» Problem description
Beneath this line is the data. Output exactly the lines from the line with "c.fill(path, 'evenodd');" to the line with "c.lineCap = dash ? 'butt' : 'round';", both ends included, and nothing more.

» Data extract
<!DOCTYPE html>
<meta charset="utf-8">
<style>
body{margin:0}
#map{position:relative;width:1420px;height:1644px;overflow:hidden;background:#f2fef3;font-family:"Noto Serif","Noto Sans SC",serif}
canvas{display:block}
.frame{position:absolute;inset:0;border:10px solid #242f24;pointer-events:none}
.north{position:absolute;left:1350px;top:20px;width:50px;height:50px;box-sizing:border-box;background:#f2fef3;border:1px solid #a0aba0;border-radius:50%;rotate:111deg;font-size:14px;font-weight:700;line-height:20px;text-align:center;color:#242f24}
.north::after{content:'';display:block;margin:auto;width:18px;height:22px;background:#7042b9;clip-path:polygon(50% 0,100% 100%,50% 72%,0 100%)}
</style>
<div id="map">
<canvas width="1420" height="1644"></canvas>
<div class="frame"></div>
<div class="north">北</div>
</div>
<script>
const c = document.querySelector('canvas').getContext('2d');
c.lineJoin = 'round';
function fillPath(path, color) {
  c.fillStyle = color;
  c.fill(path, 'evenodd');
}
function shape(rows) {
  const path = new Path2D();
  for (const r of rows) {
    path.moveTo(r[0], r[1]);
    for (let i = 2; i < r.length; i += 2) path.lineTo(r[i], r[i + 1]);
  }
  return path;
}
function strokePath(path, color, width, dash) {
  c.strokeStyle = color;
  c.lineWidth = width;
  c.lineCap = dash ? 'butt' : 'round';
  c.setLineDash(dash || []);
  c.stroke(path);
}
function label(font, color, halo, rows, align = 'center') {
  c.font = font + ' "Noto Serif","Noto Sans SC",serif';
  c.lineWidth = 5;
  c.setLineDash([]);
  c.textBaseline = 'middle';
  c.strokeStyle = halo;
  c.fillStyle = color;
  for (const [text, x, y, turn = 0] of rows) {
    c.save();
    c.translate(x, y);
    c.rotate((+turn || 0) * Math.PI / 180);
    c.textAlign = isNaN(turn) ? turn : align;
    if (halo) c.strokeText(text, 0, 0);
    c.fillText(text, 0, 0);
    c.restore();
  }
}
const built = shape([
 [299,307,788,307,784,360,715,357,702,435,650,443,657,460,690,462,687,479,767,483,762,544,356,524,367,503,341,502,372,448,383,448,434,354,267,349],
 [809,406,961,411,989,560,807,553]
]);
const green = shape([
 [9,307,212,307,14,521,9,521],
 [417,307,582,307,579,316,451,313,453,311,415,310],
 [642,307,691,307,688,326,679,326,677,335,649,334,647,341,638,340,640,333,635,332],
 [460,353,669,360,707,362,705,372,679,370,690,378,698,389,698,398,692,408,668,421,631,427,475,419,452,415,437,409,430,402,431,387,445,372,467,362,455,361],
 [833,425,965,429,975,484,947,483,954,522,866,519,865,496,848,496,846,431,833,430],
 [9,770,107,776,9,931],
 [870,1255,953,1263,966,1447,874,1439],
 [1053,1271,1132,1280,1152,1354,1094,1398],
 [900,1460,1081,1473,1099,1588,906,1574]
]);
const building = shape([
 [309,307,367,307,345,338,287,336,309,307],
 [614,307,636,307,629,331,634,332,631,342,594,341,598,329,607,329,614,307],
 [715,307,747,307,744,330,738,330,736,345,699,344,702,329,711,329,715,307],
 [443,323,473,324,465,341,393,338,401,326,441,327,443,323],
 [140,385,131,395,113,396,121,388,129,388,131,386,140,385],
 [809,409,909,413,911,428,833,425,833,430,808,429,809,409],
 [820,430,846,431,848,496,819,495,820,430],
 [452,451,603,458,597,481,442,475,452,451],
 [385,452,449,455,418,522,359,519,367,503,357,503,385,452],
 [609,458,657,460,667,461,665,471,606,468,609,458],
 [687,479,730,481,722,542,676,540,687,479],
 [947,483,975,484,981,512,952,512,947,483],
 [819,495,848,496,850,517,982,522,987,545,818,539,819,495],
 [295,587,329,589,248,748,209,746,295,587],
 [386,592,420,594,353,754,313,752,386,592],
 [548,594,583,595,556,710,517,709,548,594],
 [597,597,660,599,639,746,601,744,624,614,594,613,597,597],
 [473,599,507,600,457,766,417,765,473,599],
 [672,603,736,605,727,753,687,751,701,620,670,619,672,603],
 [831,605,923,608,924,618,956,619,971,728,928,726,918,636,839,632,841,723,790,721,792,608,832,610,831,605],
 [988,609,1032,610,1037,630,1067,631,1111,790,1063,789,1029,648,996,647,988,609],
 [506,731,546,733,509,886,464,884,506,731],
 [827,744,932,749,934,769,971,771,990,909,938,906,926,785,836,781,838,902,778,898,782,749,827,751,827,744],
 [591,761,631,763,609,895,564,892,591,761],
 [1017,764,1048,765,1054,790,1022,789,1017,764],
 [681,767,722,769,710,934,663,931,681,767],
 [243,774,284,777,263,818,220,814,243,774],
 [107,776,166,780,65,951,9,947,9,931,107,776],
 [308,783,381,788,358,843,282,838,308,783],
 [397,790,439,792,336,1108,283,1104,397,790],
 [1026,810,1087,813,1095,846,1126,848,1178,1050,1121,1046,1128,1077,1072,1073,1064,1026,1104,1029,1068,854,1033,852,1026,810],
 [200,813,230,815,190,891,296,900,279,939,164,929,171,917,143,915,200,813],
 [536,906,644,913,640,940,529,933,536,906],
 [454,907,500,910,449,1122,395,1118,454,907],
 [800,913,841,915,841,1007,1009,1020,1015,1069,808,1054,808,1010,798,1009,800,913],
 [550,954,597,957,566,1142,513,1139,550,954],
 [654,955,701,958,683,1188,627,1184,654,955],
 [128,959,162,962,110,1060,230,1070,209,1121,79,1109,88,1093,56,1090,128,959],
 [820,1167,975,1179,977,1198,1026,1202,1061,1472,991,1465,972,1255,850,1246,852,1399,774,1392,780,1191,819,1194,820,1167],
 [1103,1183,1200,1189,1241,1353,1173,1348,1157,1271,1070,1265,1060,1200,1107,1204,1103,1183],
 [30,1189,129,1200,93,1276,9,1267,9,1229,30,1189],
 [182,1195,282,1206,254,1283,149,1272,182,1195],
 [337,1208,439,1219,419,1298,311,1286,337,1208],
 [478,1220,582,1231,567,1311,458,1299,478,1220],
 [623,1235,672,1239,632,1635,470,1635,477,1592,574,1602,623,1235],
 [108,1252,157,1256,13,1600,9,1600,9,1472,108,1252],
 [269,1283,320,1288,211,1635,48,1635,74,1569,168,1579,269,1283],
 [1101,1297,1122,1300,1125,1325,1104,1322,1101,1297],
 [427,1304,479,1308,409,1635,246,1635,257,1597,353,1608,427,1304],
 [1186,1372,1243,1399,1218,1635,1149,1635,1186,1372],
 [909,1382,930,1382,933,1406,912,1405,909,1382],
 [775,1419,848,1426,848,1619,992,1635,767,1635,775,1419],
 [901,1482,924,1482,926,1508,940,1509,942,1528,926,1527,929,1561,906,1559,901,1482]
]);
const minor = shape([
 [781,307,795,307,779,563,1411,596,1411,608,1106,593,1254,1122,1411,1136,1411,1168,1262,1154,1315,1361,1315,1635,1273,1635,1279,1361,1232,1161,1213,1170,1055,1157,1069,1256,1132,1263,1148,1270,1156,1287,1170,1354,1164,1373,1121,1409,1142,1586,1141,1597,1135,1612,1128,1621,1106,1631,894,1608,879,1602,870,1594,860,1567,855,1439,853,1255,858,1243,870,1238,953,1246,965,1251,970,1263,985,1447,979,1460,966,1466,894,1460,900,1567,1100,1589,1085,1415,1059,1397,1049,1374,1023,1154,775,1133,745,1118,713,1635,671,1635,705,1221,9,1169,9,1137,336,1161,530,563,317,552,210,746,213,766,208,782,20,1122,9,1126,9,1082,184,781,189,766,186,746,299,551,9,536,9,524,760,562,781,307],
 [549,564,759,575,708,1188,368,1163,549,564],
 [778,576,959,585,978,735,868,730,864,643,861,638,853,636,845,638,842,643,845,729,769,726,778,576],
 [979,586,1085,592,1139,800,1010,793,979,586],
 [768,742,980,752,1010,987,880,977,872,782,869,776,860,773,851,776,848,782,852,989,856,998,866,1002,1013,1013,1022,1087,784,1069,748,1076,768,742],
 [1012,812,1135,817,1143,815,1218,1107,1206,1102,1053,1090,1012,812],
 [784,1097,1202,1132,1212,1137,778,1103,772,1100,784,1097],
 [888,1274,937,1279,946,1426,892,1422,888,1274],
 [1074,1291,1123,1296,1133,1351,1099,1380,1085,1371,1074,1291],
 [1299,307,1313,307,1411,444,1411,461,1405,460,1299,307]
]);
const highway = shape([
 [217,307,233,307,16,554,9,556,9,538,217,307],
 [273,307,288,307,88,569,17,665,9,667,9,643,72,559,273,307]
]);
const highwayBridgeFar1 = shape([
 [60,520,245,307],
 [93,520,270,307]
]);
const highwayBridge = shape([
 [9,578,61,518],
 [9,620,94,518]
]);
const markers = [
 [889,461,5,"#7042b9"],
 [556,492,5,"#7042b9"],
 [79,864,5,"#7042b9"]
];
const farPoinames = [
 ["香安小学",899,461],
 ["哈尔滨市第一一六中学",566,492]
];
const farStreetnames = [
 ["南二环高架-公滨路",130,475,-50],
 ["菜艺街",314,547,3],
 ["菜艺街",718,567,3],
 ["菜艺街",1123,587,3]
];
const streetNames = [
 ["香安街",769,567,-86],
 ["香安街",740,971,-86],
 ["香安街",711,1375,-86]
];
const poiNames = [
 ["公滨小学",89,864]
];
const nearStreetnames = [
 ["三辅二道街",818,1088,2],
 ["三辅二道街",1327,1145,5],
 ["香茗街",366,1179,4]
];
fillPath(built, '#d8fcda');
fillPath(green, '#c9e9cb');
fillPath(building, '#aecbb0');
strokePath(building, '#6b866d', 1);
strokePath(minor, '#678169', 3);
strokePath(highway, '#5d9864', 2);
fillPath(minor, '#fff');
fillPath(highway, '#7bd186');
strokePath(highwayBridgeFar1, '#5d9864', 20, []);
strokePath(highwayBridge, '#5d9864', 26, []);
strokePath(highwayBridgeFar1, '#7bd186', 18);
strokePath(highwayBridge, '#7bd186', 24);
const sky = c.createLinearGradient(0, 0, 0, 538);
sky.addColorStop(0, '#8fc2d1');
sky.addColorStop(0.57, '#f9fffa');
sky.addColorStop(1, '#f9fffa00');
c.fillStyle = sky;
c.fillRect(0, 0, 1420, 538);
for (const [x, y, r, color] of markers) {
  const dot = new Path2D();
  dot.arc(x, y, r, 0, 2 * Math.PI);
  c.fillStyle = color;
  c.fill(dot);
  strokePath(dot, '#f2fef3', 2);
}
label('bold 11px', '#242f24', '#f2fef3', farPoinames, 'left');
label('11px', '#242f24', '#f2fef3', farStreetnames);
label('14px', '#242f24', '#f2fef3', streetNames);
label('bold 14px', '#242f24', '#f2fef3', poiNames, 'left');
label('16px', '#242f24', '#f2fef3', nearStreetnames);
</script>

» Solution to this exercise
  c.fill(path, 'evenodd');
}
function shape(rows) {
  const path = new Path2D();
  for (const r of rows) {
    path.moveTo(r[0], r[1]);
    for (let i = 2; i < r.length; i += 2) path.lineTo(r[i], r[i + 1]);
  }
  return path;
}
function strokePath(path, color, width, dash) {
  c.strokeStyle = color;
  c.lineWidth = width;
  c.lineCap = dash ? 'butt' : 'round';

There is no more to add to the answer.